● Exercise goal
Count how many lines in the entries below hold "halo". Only the number belongs in the answer.

Top of Data

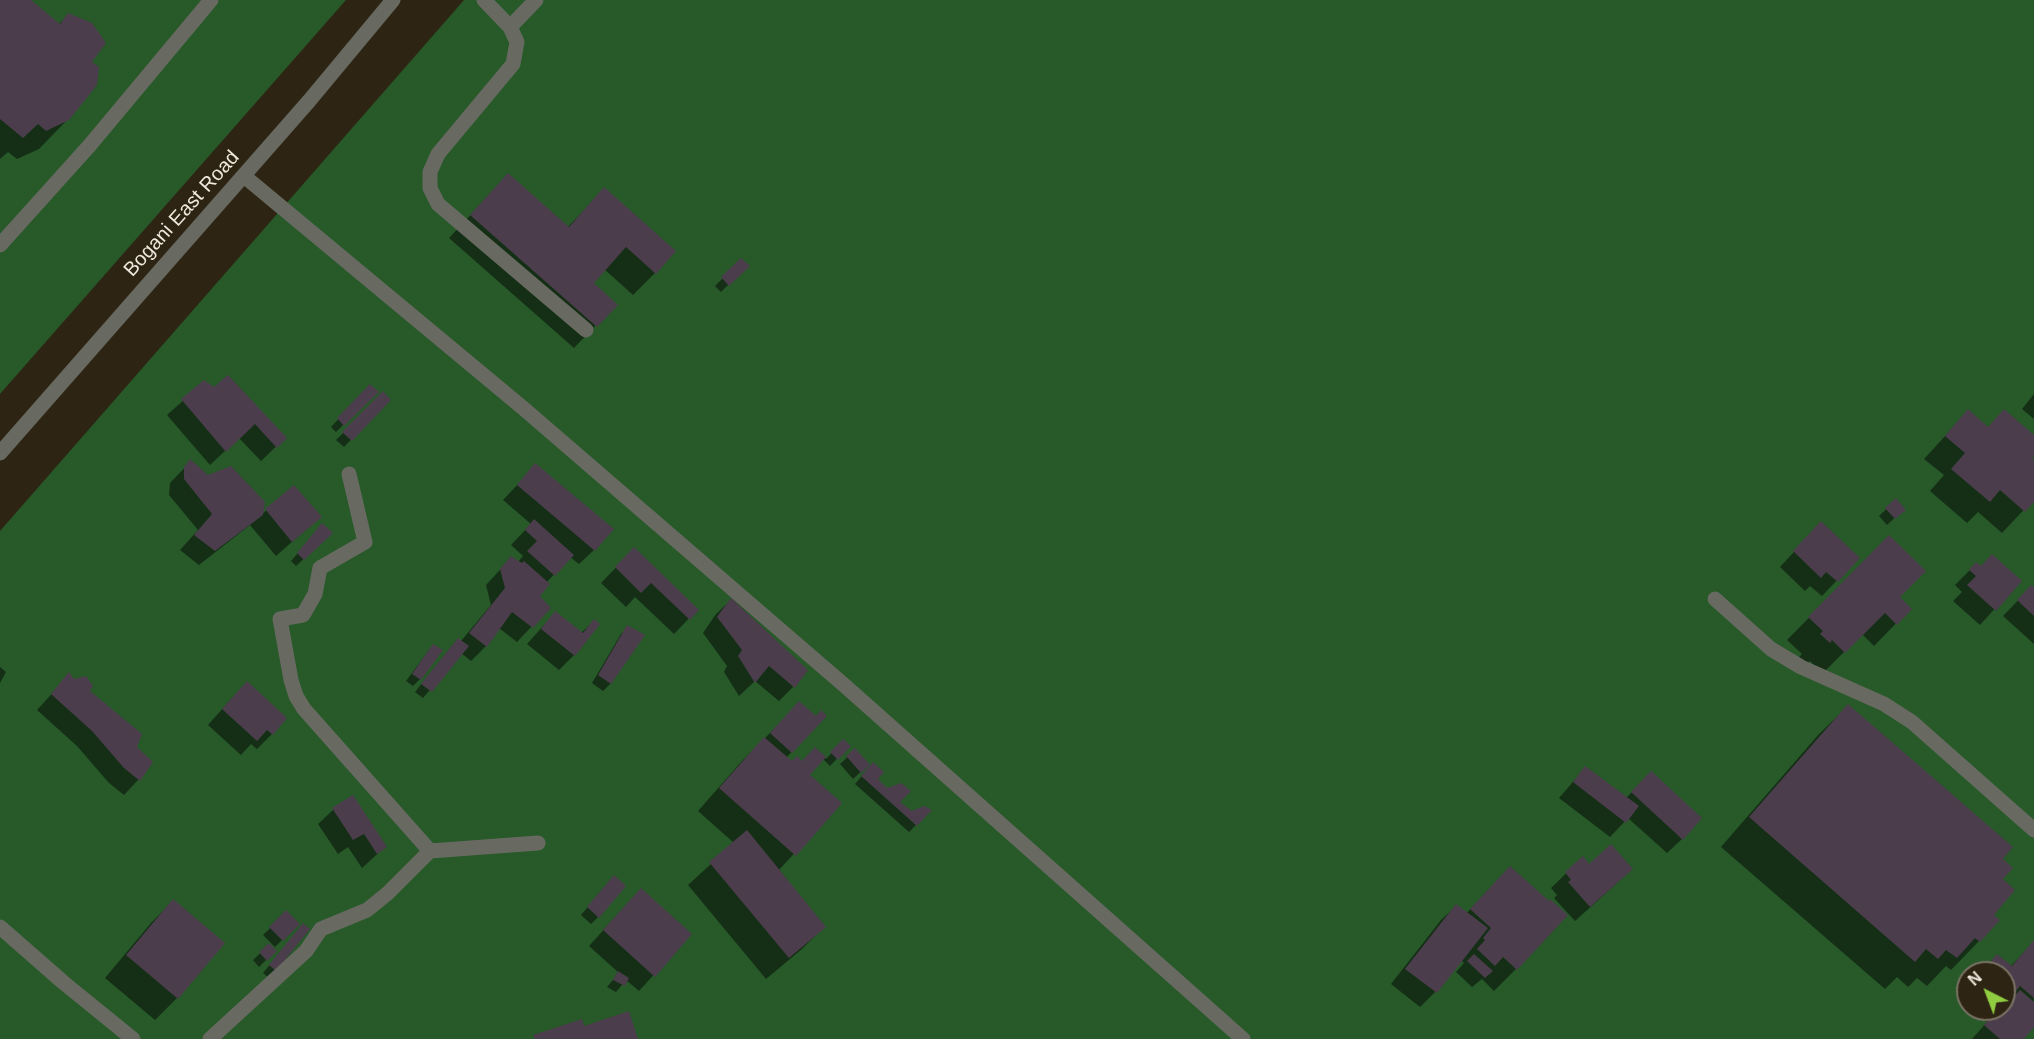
<!DOCTYPE html>
<html>
<head>
<meta charset="utf-8">
<style>
	body { margin:0 }
	#map { position:relative; width:2034px; height:1039px; overflow:hidden; background:#2d2413; font-family:Arial,sans-serif }
	canvas { display:block }
	.north { position:absolute; left:1956px; top:961px; width:60px; height:60px; box-sizing:border-box; background:#2d2413; border:2px solid #7a7264; border-radius:50%; rotate:318deg; font-size:16px; font-weight:700; line-height:24px; text-align:center; color:#eee8dd }
	.north::after { content:''; display:block; margin:auto; width:21px; height:27px; background:#90cd40; clip-path:polygon(50% 0,100% 100%,50% 72%,0 100%) }
</style>
</head>
<body>
<div id="map">
<canvas width="2034" height="1039"></canvas>
<div class="north">N</div>
</div>
<script>
const g = document.querySelector('canvas').getContext('2d');
g.lineJoin = 'round';
function fill(path, color) {
  g.fillStyle = color;
  g.fill(path, 'evenodd');
}
function poly(rows) {
  const path = new Path2D();
  for (const r of rows) {
    path.moveTo(r[0], r[1]);
    for (let i = 2; i < r.length; i += 2) path.lineTo(r[i], r[i + 1]);
  }
  return path;
}
function strokePath(path, color, width, dash) {
  g.strokeStyle = color;
  g.lineWidth = width;
  g.lineCap = dash ? 'butt' : 'round';
  g.setLineDash(dash || []);
  g.stroke(path);
}
function label(font, color, halo, rows, align = 'center') {
  g.font = font + ' Arial,sans-serif';
  g.lineWidth = 5;
  g.setLineDash([]);
  g.textBaseline = 'middle';
  g.strokeStyle = halo;
  g.fillStyle = color;
  for (const [text, x, y, turn = 0] of rows) {
    g.save();
    g.translate(x, y);
    g.rotate((+turn || 0) * Math.PI / 180);
    g.textAlign = isNaN(turn) ? turn : align;
    if (halo) g.strokeText(text, 0, 0);
    g.fillText(text, 0, 0);
    g.restore();
  }
}
fill(poly([
	[0,0,346,0,0,394],
	[464,0,2034,0,2034,1039,0,1039,0,531],
	[1968,973,2004,973,2004,1009,1968,1009]
]), '#275929');
fill(poly([
	[0,0,29,0,58,25,69,14,90,62,68,119,39,149,17,159,8,152,0,159],
	[508,175,567,228,604,189,655,273,633,295,604,269,591,284,615,305,574,348,449,238],
	[741,260,747,266,721,292,715,286],
	[204,382,285,438,261,461,239,438,210,465,167,415],
	[370,386,377,392,336,432,331,427],
	[383,394,389,400,344,447,336,440],
	[2034,394,2034,419,2022,409],
	[1968,411,1987,428,2004,411,2034,437,2034,453,2030,458,2034,461,2034,499,2002,533,1978,512,1967,523,1930,491,1944,475,1924,459],
	[191,461,207,476,261,515,294,487,320,517,276,556,250,525,199,565,180,550,198,530,169,495,170,483],
	[536,465,594,550,579,564,570,557,546,583,537,596,549,608,517,642,499,628,486,646,471,661,461,653,423,698,415,692,451,647,461,641,491,605,486,585,511,558,518,562,523,556,511,545,531,524,503,500],
	[1896,500,1904,509,1887,525,1879,516],
	[315,533,324,540,296,566,291,561],
	[1889,537,1898,597,1910,609,1874,646,1862,634,1822,674,1810,661,1807,664,1799,657,1802,654,1787,640],
	[1807,538,1858,558,1822,596,1810,586,1805,591,1780,567],
	[634,549,697,610,674,634,635,597,626,607,601,583],
	[1976,564,1980,568,2020,581,1980,625,1953,601,1962,592,1955,585],
	[2031,587,2034,589,2034,644,2003,616],
	[731,600,793,687,779,701,755,681,739,696,724,672,727,666,703,633,716,614],
	[555,613,581,633,594,621,574,655,559,670,527,644],
	[628,627,643,635,610,684,603,691,592,683,621,634],
	[433,645,420,679,413,686,406,681],
	[0,667,6,672,0,683],
	[69,675,88,692,135,747,151,762,138,780,124,795,109,783,77,746,37,710],
	[232,698,272,734,257,749,251,744,241,755,208,725],
	[1848,706,2001,859,2001,880,1992,915,1979,941,1951,970,1946,966,1927,986,1917,978,1908,987,1897,977,1885,989,1721,847,1819,734],
	[825,716,786,758,792,763,801,762,815,749,826,759,843,741,849,746,830,766,823,759,808,775,840,804,778,871,824,927,802,949,766,979,688,885,734,843,698,811,742,761,785,718],
	[855,750,868,765,853,779,840,764],
	[1585,768,1626,798,1636,788,1682,839,1667,853,1628,818,1610,837,1559,798],
	[866,771,898,802,916,825,909,832,855,784],
	[352,797,385,847,362,868,348,847,338,854,318,824,333,810],
	[1582,858,1589,866,1616,884,1575,921,1554,898,1557,895,1551,888],
	[607,885,598,917,591,924,581,915],
	[1488,890,1516,969,1494,991,1482,979,1472,987,1456,972,1464,963,1461,960,1435,992,1420,1007,1391,984,1441,920,1456,906,1466,914],
	[173,901,177,998,155,1020,105,978,151,923],
	[626,905,690,935,639,991,626,980,616,992,607,987,619,973,589,946],
	[286,913,298,924,275,947,263,935],
	[296,933,275,970,268,977,263,973],
	[2033,943,2034,1027,2022,1039,1972,1039,1987,1022,1971,1009,2004,1009,2004,973,1981,973,1998,956,2010,967],
	[269,945,275,951,259,967,253,960],
	[1968,987,1968,1007,1958,998]
]), '#0007');
fill(poly([
	[0,0,31,0,60,24,68,13,92,23,106,43,92,62,99,67,97,85,69,120,46,131,38,124,23,138,0,119],
	[508,173,569,227,604,187,676,251,656,274,626,247,594,283,618,305,597,327,470,215],
	[741,258,750,266,729,286,721,277],
	[228,375,287,438,277,448,255,424,226,452,181,399,204,380,214,387],
	[370,384,379,392,344,426,337,418],
	[383,391,391,400,352,441,342,432],
	[1968,409,1988,427,2004,409,2034,435,2034,456,2032,458,2034,459,2034,502,2025,512,2000,490,1990,502,1951,469,1965,453,1945,436],
	[190,459,208,475,231,466,265,502,263,515,215,551,194,535,212,514,184,479,184,467],
	[535,463,614,529,595,551,517,485],
	[294,485,322,517,292,542,265,509],
	[1896,498,1906,510,1895,519,1885,508],
	[534,519,574,555,555,576,527,551,537,541,525,530],
	[1821,521,1860,558,1838,582,1826,572,1821,578,1793,551],
	[322,523,333,533,304,560,297,553],
	[1889,535,1926,571,1900,597,1912,609,1897,625,1885,613,1845,653,1832,640,1830,643,1820,634,1823,631,1808,617],
	[634,547,699,610,690,620,651,583,641,593,615,567],
	[1992,554,2022,581,1996,611,1967,585,1976,576,1969,570,1976,562,1981,566],
	[511,556,522,563,524,561,550,584,540,596,551,608,533,628,512,612,487,647,469,633,505,588,500,569],
	[2031,585,2034,587,2034,616,2017,600],
	[731,598,808,670,795,688,769,666,755,683,738,656,742,650,717,617],
	[555,611,583,633,594,619,600,624,575,656,541,629],
	[627,625,645,635,611,684,598,675],
	[458,638,469,646,432,692,421,684],
	[433,644,443,650,421,680,412,674],
	[69,672,74,679,86,676,93,686,90,691,142,734,137,747,153,762,140,781,124,768,92,731,51,694],
	[247,681,287,718,273,735,267,730,257,741,222,709],
	[799,701,816,716,821,710,827,716,792,753,770,733],
	[1848,704,2013,847,2003,859,2013,868,2003,879,2015,890,1994,915,2000,920,1980,942,1975,938,1957,958,1946,950,1938,959,1926,949,1915,962,1749,817],
	[764,737,792,761,797,756,802,761,815,747,826,757,810,775,842,803,796,856,719,788],
	[843,739,851,746,838,760,830,752],
	[855,748,870,765,861,773,846,756],
	[873,762,884,772,878,779,887,788,901,783,911,791,900,802,912,811,924,806,932,810,917,826,861,776],
	[1585,766,1639,806,1626,823,1573,782],
	[1651,771,1702,818,1683,840,1631,792],
	[353,795,387,847,377,854,364,834,353,840,332,808],
	[747,830,826,927,789,958,709,862],
	[1611,844,1633,869,1590,907,1568,882,1571,880,1565,872,1583,856,1589,864],
	[1510,866,1549,901,1550,899,1568,915,1517,970,1503,957,1495,966,1477,949,1485,940,1483,938,1491,928,1470,909],
	[614,875,626,886,599,918,587,907],
	[641,888,692,934,655,977,603,930],
	[173,899,225,943,178,999,126,955],
	[1456,904,1488,928,1437,993,1405,969],
	[286,910,300,924,283,941,269,927],
	[303,923,310,929,276,971,269,965],
	[2034,940,2034,998,2020,986,2009,1000,2004,996,2004,973,1981,973,1997,954,2012,966],
	[269,943,277,951,267,961,259,952],
	[1474,954,1493,971,1485,978,1467,961],
	[618,971,629,978,625,986,613,980],
	[2020,990,2034,1002,2034,1027,2024,1039,2000,1039,1984,1025,1998,1009,2004,1009,2004,1003,2006,1001,2008,1003],
	[629,1011,638,1039,535,1039,533,1035,582,1019,584,1026]
]), '#4c3d4c');
strokePath(poly([
	[484,0,510,27,517,42,513,64,438,154,430,172,430,188,438,204,586,330],
	[510,27,536,0],
	[0,245,90,145,211,0]
]), '#686a61', 15);
strokePath(poly([
	[244,176,523,408,844,685,1243,1039],
	[0,453,309,101,393,0],
	[1715,599,1771,649,1801,667,1884,704,1912,722,2034,830],
	[430,851,538,843],
	[0,927,64,983,133,1039],
	[210,1039,306,951,321,929,367,910,388,893,430,851,304,709,296,696,291,680,280,619,303,615,315,594,320,568,365,542,349,474]
]), '#686a61', 15);
label('20px', '#eee8dd', '#2d2413', [
	["Bogani East Road",182,214,-48]
]);
</script>
</body>
</html>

Bottom of Data

● Answer
3